──────── DATA RECORDS

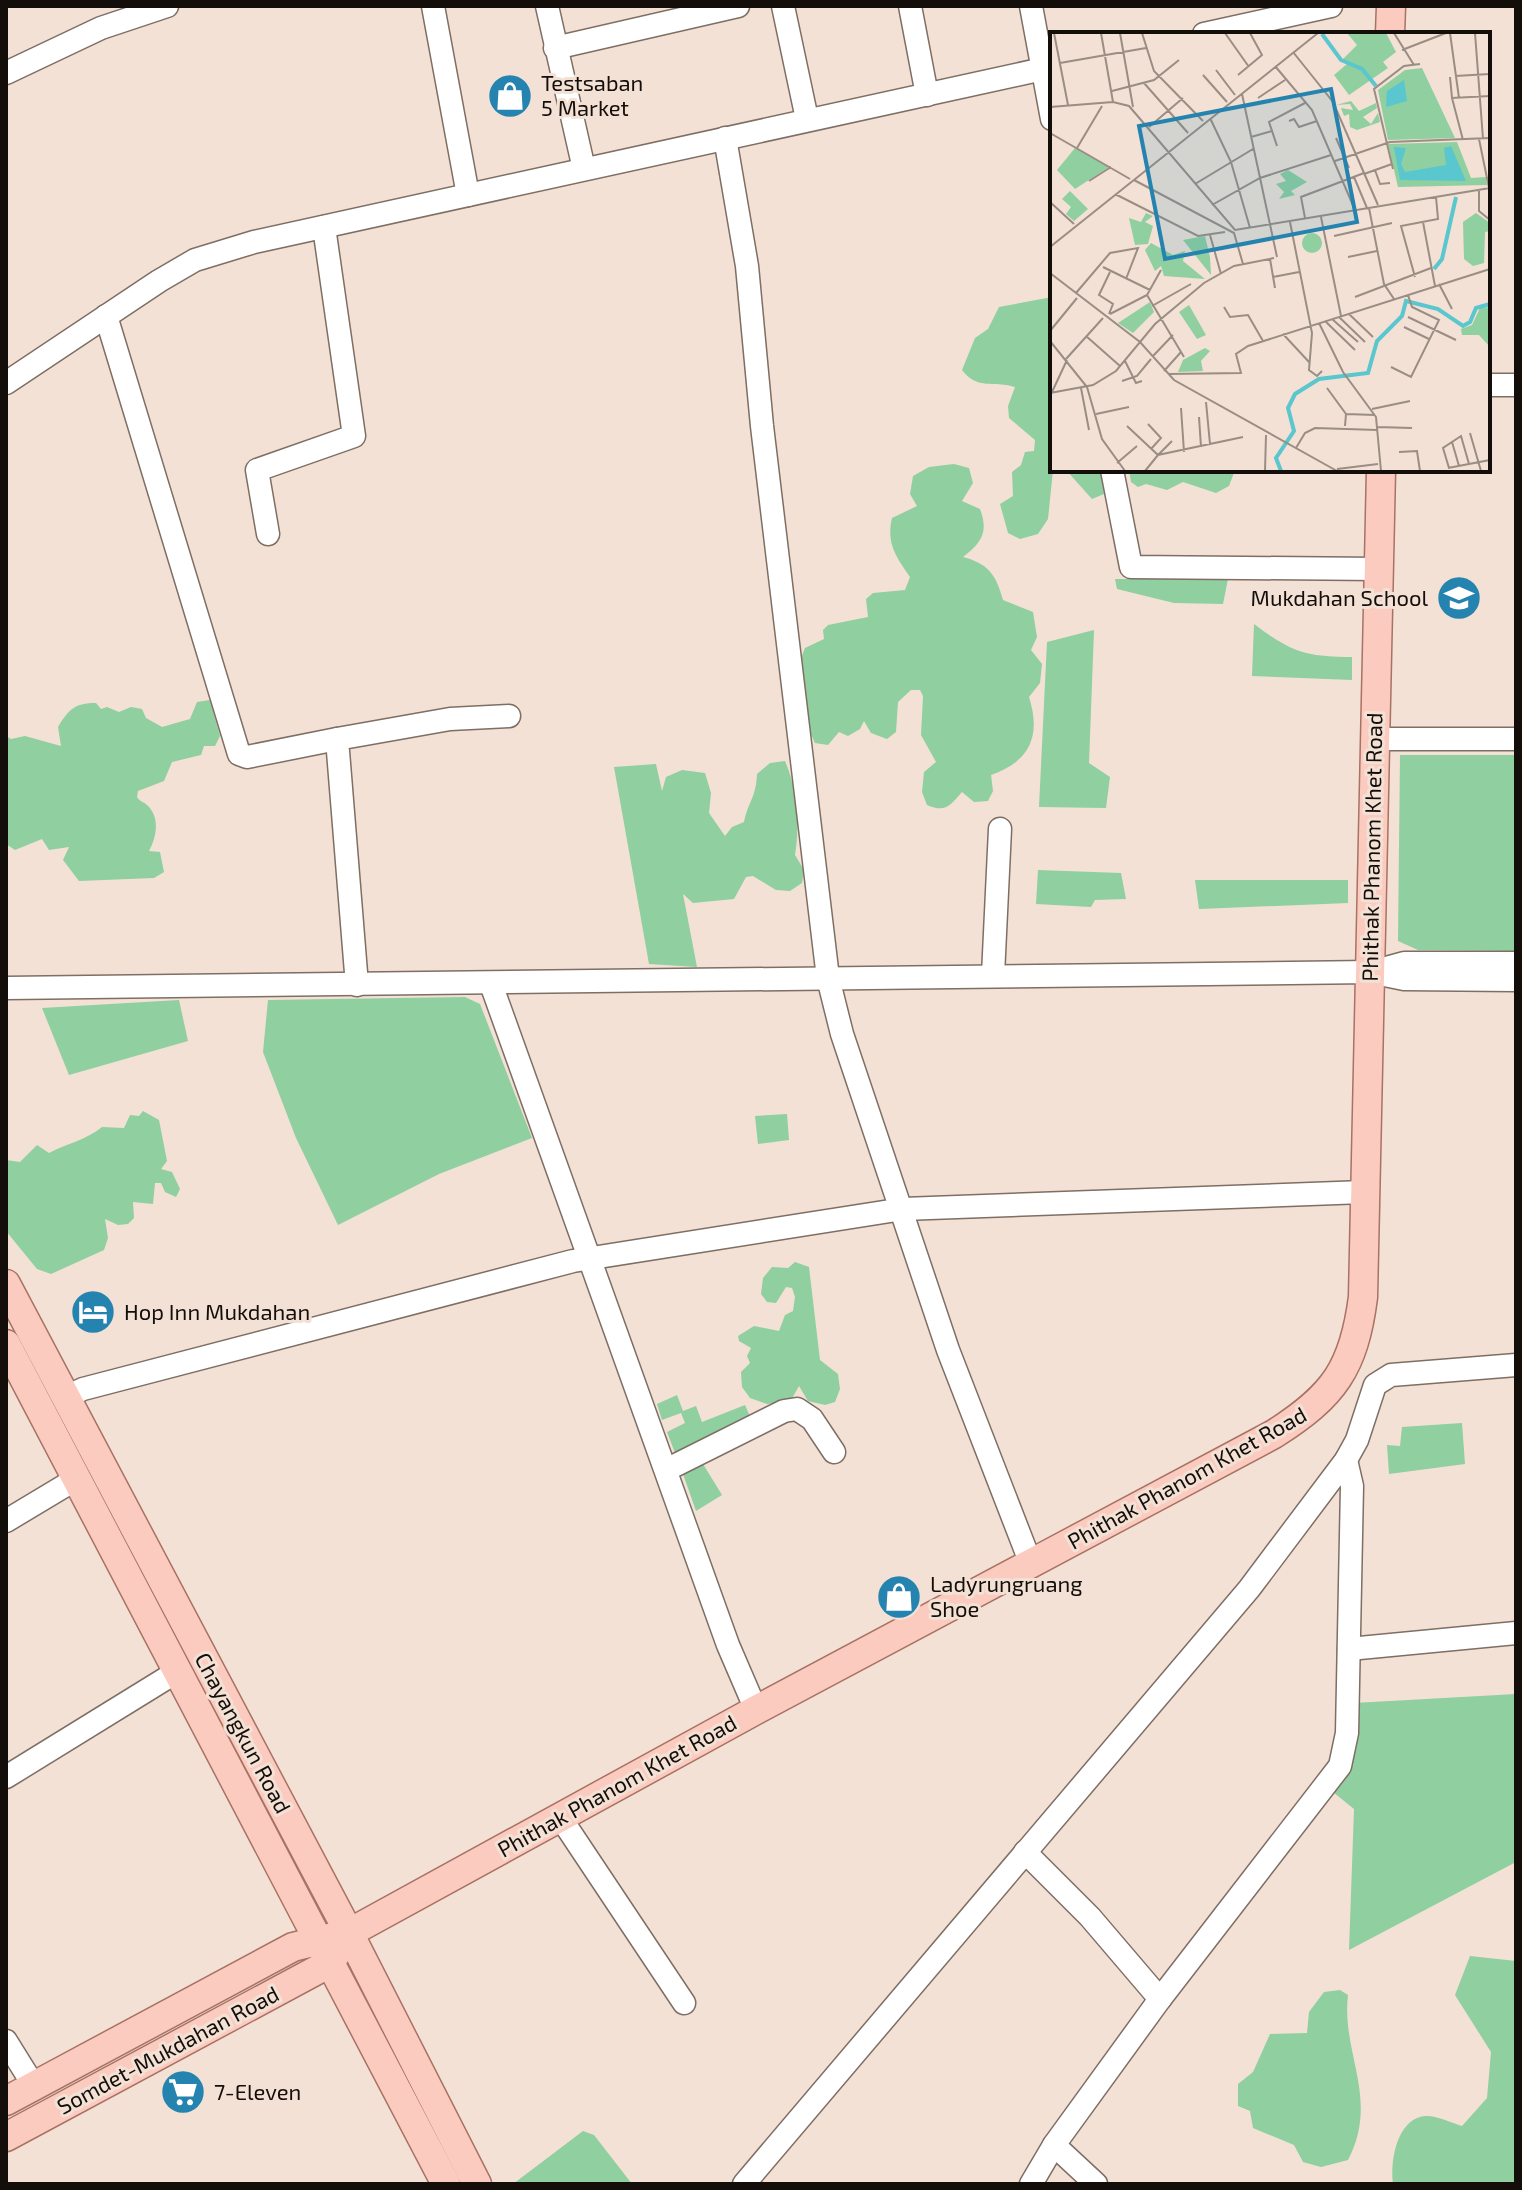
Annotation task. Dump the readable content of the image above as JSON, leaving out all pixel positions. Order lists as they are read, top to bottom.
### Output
{
  "streets": {
    "main road": ["Phithak Phanom Khet Road", "Chayangkun Road", "Somdet-Mukdahan Road"]
  },
  "crossings": [
    ["Phithak Phanom Khet Road", "Chayangkun Road"],
    ["Chayangkun Road", "Somdet-Mukdahan Road"]
  ],
  "places": {
    "shop": ["Testsaban 5 Market", "Ladyrungruang Shoe"],
    "school or university": ["Mukdahan School"],
    "hotel": ["Hop Inn Mukdahan"],
    "supermarket": ["7-Eleven"]
  }
}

────────────────

REQUIREMENT ▸
Set down every record exactly, without the pictures.

ANSWER SECTION ▸
Annotation task. Dump the readable content of the image above as JSON, leaving out all pixel positions. Order lists as they are read, top to bottom.
### Output
{
  "streets": {
    "main road": ["Phithak Phanom Khet Road", "Chayangkun Road", "Somdet-Mukdahan Road"]
  },
  "crossings": [
    ["Phithak Phanom Khet Road", "Chayangkun Road"],
    ["Chayangkun Road", "Somdet-Mukdahan Road"]
  ],
  "places": {
    "shop": ["Testsaban 5 Market", "Ladyrungruang Shoe"],
    "school or university": ["Mukdahan School"],
    "hotel": ["Hop Inn Mukdahan"],
    "supermarket": ["7-Eleven"]
  }
}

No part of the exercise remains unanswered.